Los recortes en The Washington Post son brutales.

Son brutales para los lectores del periódico, que pierden coberturas cruciales como deportes e información internacional. Y son brutales para cientos de empleados del Post, incluidos muchos cuyo trabajo es financiado por suscripciones.

Los recortes del Post también han llevado a mucha gente a señalar lo obvio: que el propietario del Post, Jeff Bezos —actualmente el cuarto hombre más rico del mundo, con una fortuna estimada en US$ 261.000 millones— podría financiar fácilmente las pérdidas del periódico… para siempre, sin siquiera notar el gasto.

No se habla de “periodismo en lugar de” porque, cuando se trata de una riqueza al nivel de Bezos, no hay que elegir: es posible pagar por periodismo y cohetes y superyates y bodas venecianas y fiestas en St. Barts. Los gastos de Amazon de Bezos en cosas como el documental de Melania son distintos de su gasto personal, pero el punto es que puede permitírselo, de la misma manera que una persona promedio puede permitirse comprar un café caro de vez en cuando.

Tampoco se entra a valorar cuánto de los problemas del Post son los mismos que enfrenta cualquier organización de noticias, frente a los que Bezos pudo haber agravado al girar hacia Donald Trump.

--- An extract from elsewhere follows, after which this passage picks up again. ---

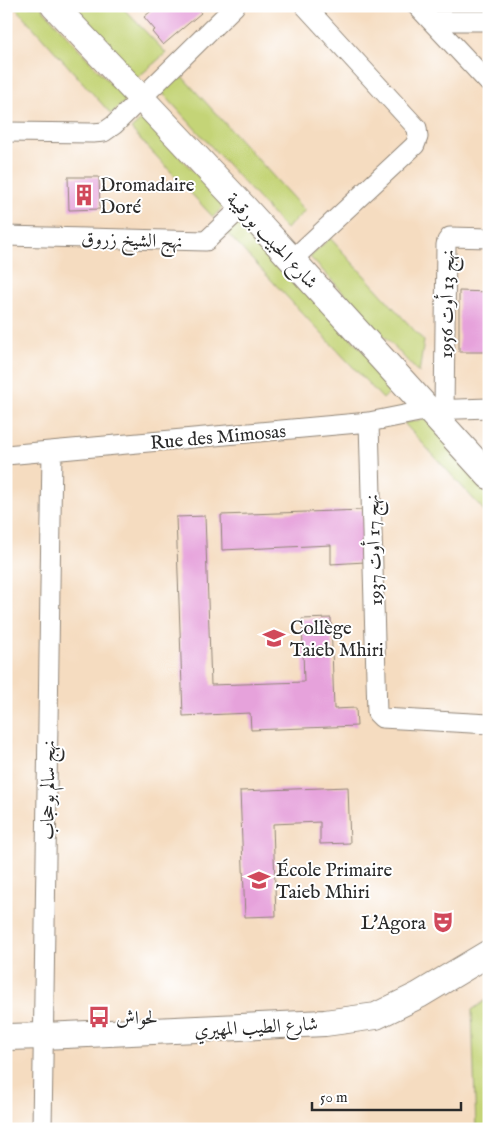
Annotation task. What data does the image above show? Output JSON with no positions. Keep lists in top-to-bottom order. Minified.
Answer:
{"streets":{"main road":["شارع الحبيب بورقيبة","شارع الطيب المهيري"],"street":["نهج الشيخ زروق","نهج 13 أوت 1956","Rue des Mimosas","نهج 17 أوت 1937","نهج سالم بوحجاب"]},"crossings":[["نهج الشيخ زروق","شارع الحبيب بورقيبة"],["شارع الحبيب بورقيبة","نهج 13 أوت 1956"],["شارع الحبيب بورقيبة","Rue des Mimosas"],["نهج 13 أوت 1956","Rue des Mimosas"],["Rue des Mimosas","نهج 17 أوت 1937"],["Rue des Mimosas","نهج سالم بوحجاب"],["نهج سالم بوحجاب","شارع الطيب المهيري"]],"places":{"building":["Dromadaire Doré"],"school or university":["Collège Taieb Mhiri","École Primaire Taieb Mhiri"],"theatre":["L'Agora"],"bus stop":["لحواش"]},"scale_bar":"50 m"}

Ni si el nuevo plan del Post —centrarse en un puñado de temas que cree que resonarán con una audiencia nacional, como política y bienestar— tiene sentido o es simplemente un movimiento tardío que muchos competidores del Post ya hicieron.

Pero el foco en Bezos subraya el problema que el Post lleva años enfrentando: era una operación con pérdidas que dependía de la buena voluntad de un multimillonario. Primero, para comprarlo a sus antiguos dueños, que lo dejaron ir por el precio de un acuerdo para un pódcast de Joe Rogan; y luego para financiar sus pérdidas durante años.

Tal vez Bezos esté realmente harto de pagar las pérdidas del Post. Tal vez financiar al Post ya no encaje con una visión del mundo de “resulta que Donald Trump en realidad es bueno ahora”. El punto es que el Post ha estado en la posición imposible de esperar que Jeff Bezos siguiera financiando esas pérdidas durante años. Ahora no quiere hacerlo. (Bezos aún no ha comentado públicamente sobre los recortes; Matt Murray, el editor jefe del Post, dijo a su equipo que los recortes buscan ayudar a “reinventar The Washington Post para esta nueva era. Este trabajo es difícil, pero es esencial”).

Esto pone de relieve lo precaria que es la situación de prácticamente todas las organizaciones periodísticas en Estados Unidos en este momento.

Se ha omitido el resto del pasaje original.